The impact of past presidential pivots is evident here too. Both Bush’s post-9/11 presidency and Obama’s candidacy offered the promise of new national unity; both ended up contributing to an even deeper polarization over national identity, priorities, and resources. Trump is president because of these political conditions, and he inherits their governing implications. He is deeply indebted to the symbolic commitments of conservatism (and to the conservative media that conveys them), but he owes less to the party itself.
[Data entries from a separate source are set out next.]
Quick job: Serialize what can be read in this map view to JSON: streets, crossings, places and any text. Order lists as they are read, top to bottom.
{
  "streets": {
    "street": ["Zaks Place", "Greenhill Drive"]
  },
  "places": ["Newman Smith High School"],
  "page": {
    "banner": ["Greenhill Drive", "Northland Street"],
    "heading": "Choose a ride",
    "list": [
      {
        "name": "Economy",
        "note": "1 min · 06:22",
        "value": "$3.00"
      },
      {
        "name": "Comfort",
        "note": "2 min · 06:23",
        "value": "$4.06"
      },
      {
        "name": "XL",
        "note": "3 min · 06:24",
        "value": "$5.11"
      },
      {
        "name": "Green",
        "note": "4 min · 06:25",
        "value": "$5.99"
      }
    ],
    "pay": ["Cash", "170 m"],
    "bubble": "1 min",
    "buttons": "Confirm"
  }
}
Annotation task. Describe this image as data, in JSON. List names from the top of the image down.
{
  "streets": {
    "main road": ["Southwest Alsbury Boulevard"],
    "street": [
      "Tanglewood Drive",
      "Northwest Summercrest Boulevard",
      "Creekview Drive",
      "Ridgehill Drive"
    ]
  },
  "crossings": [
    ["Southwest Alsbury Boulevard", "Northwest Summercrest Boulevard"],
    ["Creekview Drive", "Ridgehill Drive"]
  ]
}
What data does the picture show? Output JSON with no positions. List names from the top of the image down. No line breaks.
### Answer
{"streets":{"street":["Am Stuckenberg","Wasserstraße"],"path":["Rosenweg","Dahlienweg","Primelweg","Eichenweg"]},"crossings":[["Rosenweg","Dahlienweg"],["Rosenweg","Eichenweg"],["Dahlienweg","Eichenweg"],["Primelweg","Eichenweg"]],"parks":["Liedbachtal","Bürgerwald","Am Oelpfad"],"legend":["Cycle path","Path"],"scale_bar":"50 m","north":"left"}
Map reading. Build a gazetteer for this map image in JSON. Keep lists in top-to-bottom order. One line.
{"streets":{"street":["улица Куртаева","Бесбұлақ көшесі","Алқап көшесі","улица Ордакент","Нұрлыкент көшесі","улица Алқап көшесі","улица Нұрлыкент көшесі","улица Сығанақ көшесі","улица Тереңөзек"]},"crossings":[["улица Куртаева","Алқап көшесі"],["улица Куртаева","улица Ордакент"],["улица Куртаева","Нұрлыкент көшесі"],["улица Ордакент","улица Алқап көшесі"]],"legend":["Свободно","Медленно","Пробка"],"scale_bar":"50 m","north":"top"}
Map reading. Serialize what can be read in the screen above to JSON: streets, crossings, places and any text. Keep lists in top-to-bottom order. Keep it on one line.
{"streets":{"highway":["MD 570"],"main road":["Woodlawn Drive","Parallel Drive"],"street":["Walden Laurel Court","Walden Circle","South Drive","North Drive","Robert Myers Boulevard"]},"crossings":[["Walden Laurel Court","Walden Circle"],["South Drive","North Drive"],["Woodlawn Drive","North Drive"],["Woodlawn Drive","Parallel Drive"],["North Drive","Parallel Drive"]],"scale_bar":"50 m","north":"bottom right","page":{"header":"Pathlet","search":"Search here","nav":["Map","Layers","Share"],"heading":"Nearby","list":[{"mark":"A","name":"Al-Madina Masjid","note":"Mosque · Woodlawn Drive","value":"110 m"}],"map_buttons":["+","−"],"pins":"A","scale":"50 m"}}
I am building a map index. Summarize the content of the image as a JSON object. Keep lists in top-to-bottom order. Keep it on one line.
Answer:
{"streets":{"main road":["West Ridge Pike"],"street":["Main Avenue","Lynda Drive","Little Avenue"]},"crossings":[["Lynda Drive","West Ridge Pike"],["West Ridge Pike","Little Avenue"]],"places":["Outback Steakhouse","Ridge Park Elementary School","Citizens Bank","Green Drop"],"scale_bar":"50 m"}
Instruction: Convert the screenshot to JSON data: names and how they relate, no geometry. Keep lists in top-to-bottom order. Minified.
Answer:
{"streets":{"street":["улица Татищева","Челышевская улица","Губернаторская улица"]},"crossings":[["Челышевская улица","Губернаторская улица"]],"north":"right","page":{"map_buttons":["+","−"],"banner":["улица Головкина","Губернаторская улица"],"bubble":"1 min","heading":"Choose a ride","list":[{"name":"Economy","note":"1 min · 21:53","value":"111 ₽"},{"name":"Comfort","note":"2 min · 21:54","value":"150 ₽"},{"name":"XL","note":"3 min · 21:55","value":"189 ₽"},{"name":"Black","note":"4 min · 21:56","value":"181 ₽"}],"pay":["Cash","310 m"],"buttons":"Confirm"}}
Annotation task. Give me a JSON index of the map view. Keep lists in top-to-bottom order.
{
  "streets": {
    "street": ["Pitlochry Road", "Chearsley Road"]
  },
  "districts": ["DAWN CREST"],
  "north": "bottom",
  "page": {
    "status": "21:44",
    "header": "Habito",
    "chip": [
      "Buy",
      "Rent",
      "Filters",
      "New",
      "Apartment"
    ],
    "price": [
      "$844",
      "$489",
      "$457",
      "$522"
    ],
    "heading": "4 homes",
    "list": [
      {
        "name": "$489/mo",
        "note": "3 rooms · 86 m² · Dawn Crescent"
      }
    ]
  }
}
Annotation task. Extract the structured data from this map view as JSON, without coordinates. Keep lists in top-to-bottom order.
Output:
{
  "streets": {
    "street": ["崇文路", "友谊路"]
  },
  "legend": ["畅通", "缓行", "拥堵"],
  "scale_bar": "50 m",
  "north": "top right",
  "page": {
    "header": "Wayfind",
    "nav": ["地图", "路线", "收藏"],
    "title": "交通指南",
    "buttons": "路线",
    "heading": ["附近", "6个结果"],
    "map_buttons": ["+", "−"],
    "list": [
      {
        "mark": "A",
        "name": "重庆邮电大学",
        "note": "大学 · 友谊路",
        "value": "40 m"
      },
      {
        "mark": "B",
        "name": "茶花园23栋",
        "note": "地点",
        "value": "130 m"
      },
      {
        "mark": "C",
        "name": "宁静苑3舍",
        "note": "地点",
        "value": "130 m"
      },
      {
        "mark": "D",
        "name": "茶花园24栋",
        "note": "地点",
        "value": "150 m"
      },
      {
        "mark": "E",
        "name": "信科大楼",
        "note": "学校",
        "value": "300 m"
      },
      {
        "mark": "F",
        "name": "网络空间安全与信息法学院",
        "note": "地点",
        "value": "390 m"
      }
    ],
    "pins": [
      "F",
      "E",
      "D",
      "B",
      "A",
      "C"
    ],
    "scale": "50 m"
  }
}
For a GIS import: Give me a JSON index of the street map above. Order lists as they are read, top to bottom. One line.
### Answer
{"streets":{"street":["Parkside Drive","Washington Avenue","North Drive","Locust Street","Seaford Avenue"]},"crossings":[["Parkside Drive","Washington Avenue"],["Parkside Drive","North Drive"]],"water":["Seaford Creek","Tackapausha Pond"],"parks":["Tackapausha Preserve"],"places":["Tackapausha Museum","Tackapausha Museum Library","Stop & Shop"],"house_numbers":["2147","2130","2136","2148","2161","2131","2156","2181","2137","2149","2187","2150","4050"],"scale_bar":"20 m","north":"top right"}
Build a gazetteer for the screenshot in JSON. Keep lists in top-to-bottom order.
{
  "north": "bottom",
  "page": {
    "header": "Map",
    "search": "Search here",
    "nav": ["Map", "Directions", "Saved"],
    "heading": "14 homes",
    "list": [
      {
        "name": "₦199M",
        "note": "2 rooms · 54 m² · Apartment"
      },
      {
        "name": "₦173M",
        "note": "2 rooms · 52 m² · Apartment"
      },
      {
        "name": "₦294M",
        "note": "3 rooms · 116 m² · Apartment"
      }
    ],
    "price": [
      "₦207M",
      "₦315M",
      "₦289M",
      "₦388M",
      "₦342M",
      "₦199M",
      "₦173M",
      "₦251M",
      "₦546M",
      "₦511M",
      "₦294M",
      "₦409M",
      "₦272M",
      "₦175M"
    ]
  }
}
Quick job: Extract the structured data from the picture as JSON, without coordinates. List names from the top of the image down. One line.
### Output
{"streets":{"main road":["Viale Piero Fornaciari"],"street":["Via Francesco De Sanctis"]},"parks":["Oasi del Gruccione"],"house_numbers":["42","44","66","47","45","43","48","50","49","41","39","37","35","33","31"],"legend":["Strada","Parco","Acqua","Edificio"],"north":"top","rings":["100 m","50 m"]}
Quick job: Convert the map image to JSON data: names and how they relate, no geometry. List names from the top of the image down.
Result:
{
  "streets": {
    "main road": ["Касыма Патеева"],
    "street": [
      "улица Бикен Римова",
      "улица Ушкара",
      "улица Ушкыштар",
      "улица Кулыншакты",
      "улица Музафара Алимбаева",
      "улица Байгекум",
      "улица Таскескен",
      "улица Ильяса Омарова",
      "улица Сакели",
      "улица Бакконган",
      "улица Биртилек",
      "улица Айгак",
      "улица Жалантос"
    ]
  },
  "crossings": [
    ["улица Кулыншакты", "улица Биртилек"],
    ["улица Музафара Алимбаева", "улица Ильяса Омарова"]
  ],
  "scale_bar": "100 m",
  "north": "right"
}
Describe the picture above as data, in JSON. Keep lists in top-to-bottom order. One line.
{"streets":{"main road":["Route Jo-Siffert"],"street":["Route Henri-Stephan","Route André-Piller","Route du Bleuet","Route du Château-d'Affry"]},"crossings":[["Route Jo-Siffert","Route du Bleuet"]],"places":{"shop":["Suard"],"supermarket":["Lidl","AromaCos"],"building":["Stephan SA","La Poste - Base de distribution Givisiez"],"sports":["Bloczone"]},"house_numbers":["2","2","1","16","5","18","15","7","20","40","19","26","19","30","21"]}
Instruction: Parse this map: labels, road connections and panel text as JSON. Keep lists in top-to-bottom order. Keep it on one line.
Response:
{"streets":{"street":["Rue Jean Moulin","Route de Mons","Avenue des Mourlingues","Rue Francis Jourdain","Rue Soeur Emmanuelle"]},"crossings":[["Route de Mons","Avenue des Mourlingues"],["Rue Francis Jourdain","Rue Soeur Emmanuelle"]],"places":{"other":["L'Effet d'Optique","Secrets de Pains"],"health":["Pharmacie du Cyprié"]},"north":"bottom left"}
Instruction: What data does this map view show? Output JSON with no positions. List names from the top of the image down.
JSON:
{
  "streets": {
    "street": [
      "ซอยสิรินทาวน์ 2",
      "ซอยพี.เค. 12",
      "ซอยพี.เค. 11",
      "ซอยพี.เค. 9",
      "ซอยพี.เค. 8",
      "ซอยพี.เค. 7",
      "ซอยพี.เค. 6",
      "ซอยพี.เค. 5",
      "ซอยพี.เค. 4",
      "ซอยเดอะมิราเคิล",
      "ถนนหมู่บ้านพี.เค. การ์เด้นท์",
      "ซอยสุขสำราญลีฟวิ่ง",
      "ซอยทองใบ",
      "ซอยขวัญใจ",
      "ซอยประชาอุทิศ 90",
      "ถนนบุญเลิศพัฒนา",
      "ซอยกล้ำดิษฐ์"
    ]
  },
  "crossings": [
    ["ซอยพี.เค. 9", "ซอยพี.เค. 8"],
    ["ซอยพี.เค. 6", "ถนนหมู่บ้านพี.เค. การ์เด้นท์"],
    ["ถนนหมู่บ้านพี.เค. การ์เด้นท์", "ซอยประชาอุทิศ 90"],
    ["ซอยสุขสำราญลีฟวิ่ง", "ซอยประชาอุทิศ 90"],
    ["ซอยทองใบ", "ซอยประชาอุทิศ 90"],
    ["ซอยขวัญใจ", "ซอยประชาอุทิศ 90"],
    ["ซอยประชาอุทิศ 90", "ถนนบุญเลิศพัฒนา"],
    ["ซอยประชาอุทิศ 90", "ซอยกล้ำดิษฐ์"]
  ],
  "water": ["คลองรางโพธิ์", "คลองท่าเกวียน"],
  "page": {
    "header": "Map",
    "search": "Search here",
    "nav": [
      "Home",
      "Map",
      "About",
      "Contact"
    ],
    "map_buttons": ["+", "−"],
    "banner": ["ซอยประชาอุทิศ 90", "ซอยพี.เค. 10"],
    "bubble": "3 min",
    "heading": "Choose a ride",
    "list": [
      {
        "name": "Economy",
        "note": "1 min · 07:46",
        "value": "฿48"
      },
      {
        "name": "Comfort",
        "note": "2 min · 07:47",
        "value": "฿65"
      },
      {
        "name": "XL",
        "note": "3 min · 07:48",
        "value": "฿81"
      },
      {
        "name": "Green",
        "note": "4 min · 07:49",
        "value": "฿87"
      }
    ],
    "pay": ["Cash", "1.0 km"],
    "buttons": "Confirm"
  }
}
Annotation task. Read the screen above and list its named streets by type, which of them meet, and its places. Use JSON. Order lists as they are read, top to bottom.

The specific configuration is somewhat unique, but president-party relationships are typically complex, often mostly determined by long-term dynamics. Yet short-term events do sometimes alter the course of a presidency — usually ones beyond the president’s control. This is the most likely source of a fundamental administration shift. There’s a lot about Trump that is distinctive, but if we’ve learned anything in the past year or so, it’s that the usual political forces tend to win out.